Fish – Federazione Italiana superamento dell’handicap –  in vista dell’ultima giornata internazionale delle persone con disabilità, ha raccolto alcune storie e ha lanciato la campagna #INMYPLACE attraverso il sito inmyplace.it (al mio posto), dove attraverso i social network, facebook e twitter, chiunque può scegliere una storia e condividerla sul proprio profilo social. Come ad esempio quella di Ricky, ventiduenne di Marsala, che prova a prendere la patente dal 2012 ma non ci riesce poiché, dopo aver superato l’esame di teoria, non può fare quello di pratica essendo la scuola guida sprovvista di auto per i disabili; oppure come quella di Benito, 65 anni di Roma, che dopo diversi ictus subiti scrive che «Prendere i mezzi pubblici per me resta un sogno. Io sono disabile perché colpito da diversi ictus e mi muovo solo con accompagnamento di qualcuno. Quando devo spostarmi, non posso contare sull’aiuto delle persone che mi ignorano e sui bus mancano i predellini che arrivino a terra o funzionino». Interessante è anche la storia di Arianna, che evidenzia la differenza tra Italia ed estero in fatto di disabilità: «Fortunatamente mi trovo a Bruxelles e sono tirocinante al Parlamento Europeo.
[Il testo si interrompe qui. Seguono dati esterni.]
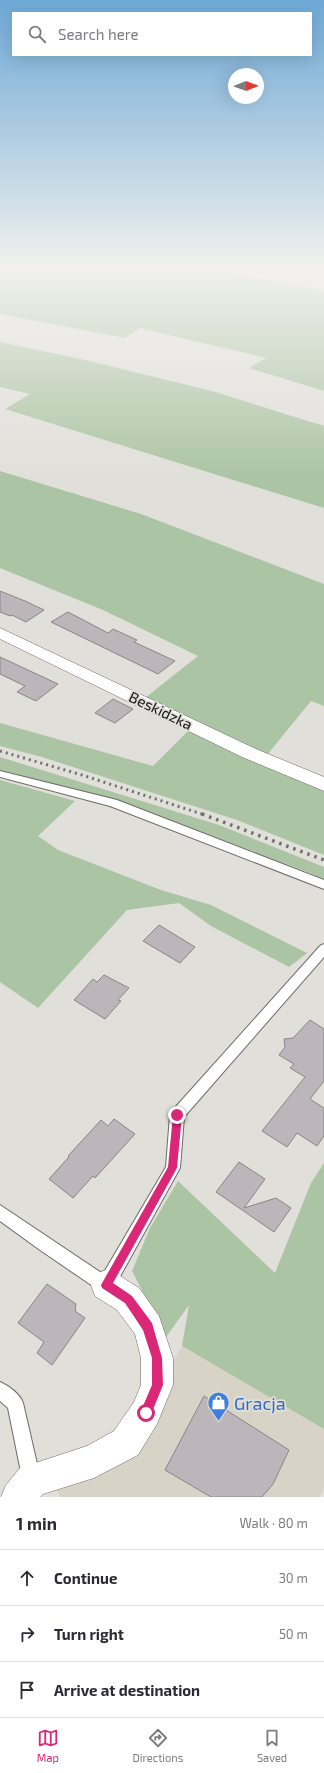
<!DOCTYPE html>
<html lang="en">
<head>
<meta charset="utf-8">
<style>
	:root { --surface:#fff; --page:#f7f7f7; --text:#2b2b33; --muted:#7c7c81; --line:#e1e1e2; --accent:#db2777 }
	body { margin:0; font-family:"Exo 2",sans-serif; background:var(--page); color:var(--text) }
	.compass { position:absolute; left:228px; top:68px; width:36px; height:36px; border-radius:50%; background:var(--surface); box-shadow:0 4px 16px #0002; rotate:89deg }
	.stop { position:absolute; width:12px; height:12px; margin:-9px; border:3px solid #db2777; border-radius:50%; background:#fff }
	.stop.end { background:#db2777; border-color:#fff; box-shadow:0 1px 4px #0008 }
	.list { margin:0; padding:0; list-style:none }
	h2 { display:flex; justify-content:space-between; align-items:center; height:52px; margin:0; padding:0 16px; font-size:17px }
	h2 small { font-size:13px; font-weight:400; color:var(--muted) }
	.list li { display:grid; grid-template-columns:26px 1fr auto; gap:12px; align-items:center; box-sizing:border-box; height:56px; padding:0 16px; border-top:1px solid var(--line) }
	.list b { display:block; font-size:15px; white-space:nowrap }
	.list em { font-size:13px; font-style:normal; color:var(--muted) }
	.icon { flex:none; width:22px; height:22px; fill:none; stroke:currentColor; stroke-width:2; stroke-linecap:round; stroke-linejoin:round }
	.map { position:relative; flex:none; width:324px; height:1497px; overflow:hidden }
	.search { position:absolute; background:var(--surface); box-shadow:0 4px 16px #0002; left:12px; right:12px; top:12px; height:44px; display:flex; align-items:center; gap:10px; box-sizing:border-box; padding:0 14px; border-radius:0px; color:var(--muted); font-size:15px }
	.sheet { height:220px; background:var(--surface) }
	nav { display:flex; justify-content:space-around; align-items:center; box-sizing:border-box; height:56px; border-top:1px solid var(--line); background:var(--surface); font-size:11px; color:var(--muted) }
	nav a { display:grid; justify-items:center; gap:2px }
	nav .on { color:var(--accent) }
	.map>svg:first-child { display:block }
	.built { fill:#d7d3c7 }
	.green { fill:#abc4a3 }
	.building { fill:#bcb6ba; stroke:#898487 }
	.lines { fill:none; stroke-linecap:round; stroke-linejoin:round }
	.lane-casing { stroke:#6c6b66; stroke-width:2 }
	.street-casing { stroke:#6c6b66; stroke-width:1 }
	.lane { fill:#fff; fill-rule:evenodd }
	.street { fill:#fff; fill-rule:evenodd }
	.rail-far1 { stroke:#71706d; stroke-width:3; stroke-dasharray:2 4; stroke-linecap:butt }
	.rail { stroke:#71706d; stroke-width:3.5; stroke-dasharray:2.5 5; stroke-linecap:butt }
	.route { fill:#db2777 }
	.labels { text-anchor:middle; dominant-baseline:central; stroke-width:3.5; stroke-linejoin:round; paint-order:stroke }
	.street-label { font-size:15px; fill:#141311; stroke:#e1dfda }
	.near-shop-label { font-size:18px; fill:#366cbe; stroke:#e1dfda; text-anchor:start }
</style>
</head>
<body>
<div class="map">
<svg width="324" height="1497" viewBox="0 0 324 1497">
	<rect width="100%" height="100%" fill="#e1dfda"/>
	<!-- built -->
	<path class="built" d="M182 1346 324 1429V1489L320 1497H60L58 1492 51 1488 81 1477 167 1373Z"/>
	<!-- green -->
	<path class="green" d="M0 269H210L324 291V391L249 368 266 358 140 328 125 338 0 314Z
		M0 342 85 360 212 391 324 426V508L5 409 30 394 0 387Z
		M0 471 141 514 324 584V706L311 701 267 755 145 698 198 656 103 610 0 568Z
		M0 723 153 766 190 729 324 788V855L237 820 42 757 0 746Z
		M0 757 219 825 324 867V880L310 873 116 800 0 770Z
		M0 780 75 801 38 836 58 850 161 890 211 905 307 953 289 967 211 926 179 903 127 910 38 1008 0 982Z
		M324 1163V1429L182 1346 189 1305 166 1337 132 1271 150 1228 178 1181 275 1273 311 1183Z"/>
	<!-- building -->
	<path class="building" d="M0 591 25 601 44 610 26 622 12 615 10 616 0 612Z
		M68 612 108 633 113 629 137 640 134 642 175 661 158 674 51 622Z
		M0 657 58 684 36 701 17 692 25 686 0 674Z
		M113 699 133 709 115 723 95 713Z
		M159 925 195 947 180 963 143 941Z
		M104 975 129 988 118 1000 121 1001 105 1019 74 1000 93 979 97 982Z
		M310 1020 324 1029V1081L310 1099 324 1108V1136L317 1146 297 1133 287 1147 262 1131 305 1077 290 1068 294 1064 279 1055 285 1047 284 1039 293 1038Z
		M114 1119 135 1134 95 1178 93 1176 73 1198 49 1179 69 1157 68 1156 101 1120 108 1126Z
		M239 1162 265 1179 244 1208 276 1198 291 1208 274 1232 216 1192Z
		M47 1284 76 1304 75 1311 85 1318 52 1365 37 1353 44 1342 18 1323Z
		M204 1396 289 1450 273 1484 262 1497H211L165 1470Z"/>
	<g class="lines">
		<defs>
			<path id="lane" d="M0 771 117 800 324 880V889L110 806 0 777Z
				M324 944V957L184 1117 180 1168 112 1291 106 1293 100 1291 40 1250 0 1221V1205L103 1274 166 1167 170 1115 172 1111 320 946Z
				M0 1382C9 1386 20 1394 23 1403L40 1477 37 1483 31 1486 25 1483 22 1477 8 1408 0 1401Z"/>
			<path id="street" d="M0 628 256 749 324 777V791L242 757 0 639Z
				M106 1270 117 1274 139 1288 159 1316 173 1358V1385L157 1424 138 1455 94 1478 43 1494 40 1497H1L6 1485 20 1468 87 1446 114 1431 134 1402 141 1385V1358L135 1334 117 1310 95 1296 91 1285 95 1274Z"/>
		</defs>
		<!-- lane casing -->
		<use href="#lane" class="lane-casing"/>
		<!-- street casing -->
		<use href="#street" class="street-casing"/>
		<!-- lane -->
		<use href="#lane" class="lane"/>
		<!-- street -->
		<use href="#street" class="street"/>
		<!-- rail-far1 -->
		<path class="rail-far1" d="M0 751 82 775 205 815"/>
		<!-- rail -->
		<path class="rail" d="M202 814 324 860"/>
	</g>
	<!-- sky -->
	<linearGradient id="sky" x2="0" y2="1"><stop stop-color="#6da8d5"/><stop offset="0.56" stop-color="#f2f1ee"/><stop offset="1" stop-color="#f2f1ee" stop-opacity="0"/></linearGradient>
	<rect width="324" height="479" fill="url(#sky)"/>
	<!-- route -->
	<path class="route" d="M177 1111 180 1112 182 1115 177 1168 113 1283 132 1296 152 1323 162 1358 163 1385 150 1417 146 1419 142 1417 140 1413 152 1385V1358L143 1330 125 1303 102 1288 101 1285 168 1167 173 1115 174 1112Z"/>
	<!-- icons -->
	<defs>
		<symbol id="shop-pin" viewBox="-11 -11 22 30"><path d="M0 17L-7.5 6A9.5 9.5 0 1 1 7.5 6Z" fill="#3f7fe0" stroke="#e1dfda"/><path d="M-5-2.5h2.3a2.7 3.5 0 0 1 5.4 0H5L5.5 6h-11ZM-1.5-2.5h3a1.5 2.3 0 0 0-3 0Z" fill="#fff"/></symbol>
	</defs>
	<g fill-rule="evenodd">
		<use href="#shop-pin" x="206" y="1390" width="25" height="34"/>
	</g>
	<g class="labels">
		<!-- street labels -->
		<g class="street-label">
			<text transform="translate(161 710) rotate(26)">Beskidzka</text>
		</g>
		<!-- near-shop labels -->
		<g class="near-shop-label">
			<text x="234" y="1403">Gracja</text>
		</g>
	</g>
</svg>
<svg class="compass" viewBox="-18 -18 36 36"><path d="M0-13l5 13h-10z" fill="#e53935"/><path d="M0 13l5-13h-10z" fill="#7c7c81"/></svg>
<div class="stop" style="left:146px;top:1413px"></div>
<div class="stop end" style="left:177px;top:1115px"></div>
<div class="search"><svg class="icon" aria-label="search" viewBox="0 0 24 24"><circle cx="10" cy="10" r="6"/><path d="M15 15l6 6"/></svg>Search here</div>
</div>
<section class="sheet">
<h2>1 min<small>Walk · 80 m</small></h2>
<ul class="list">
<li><svg class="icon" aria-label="ahead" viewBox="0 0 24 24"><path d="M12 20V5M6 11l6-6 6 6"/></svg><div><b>Continue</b></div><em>30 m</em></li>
<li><svg class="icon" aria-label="right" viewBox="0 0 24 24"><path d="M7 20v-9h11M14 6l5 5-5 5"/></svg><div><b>Turn right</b></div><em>50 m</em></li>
<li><svg class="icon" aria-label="arrive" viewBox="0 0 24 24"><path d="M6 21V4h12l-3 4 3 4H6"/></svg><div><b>Arrive at destination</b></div></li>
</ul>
</section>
<nav>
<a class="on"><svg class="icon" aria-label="map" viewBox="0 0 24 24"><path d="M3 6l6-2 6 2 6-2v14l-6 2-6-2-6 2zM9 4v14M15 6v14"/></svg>Map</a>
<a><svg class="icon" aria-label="directions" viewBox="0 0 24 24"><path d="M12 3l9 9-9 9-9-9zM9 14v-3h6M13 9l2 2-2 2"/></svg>Directions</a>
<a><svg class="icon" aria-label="saved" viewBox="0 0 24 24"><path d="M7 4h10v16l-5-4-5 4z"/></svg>Saved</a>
</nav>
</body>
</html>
Ho una disabilità visiva ma per cinque mesi non dovrò fare i conti con la barriera più grande, cioè l’ignoranza delle persone, la cultura di un Paese che non accetta la diversità».
Tante le storie raccolte per la campagna #inmyplace, dove l’idea di base è quella di far indossare, seppur in maniera virtuale, i panni delle persone disabili, per far conoscere ai più la barriera di chi ha delle disabilità. Un modo diverso per celebrare la Giornata Internazionale, provando ad agire direttamente sugli atteggiamenti che le persone comuni hanno verso la disabilità.
Per condividere una storia basta andare sul sito www.inmyplace.it, scegliere la storia che vogliamo condividere e metterla sul nostro social prediletto. Basta far scivolare il dito sul cristallo “magico” del proprio telefonino… purtroppo la barriera non si disintegrerà all’istante, ma forse una piccola crepa la si può fare.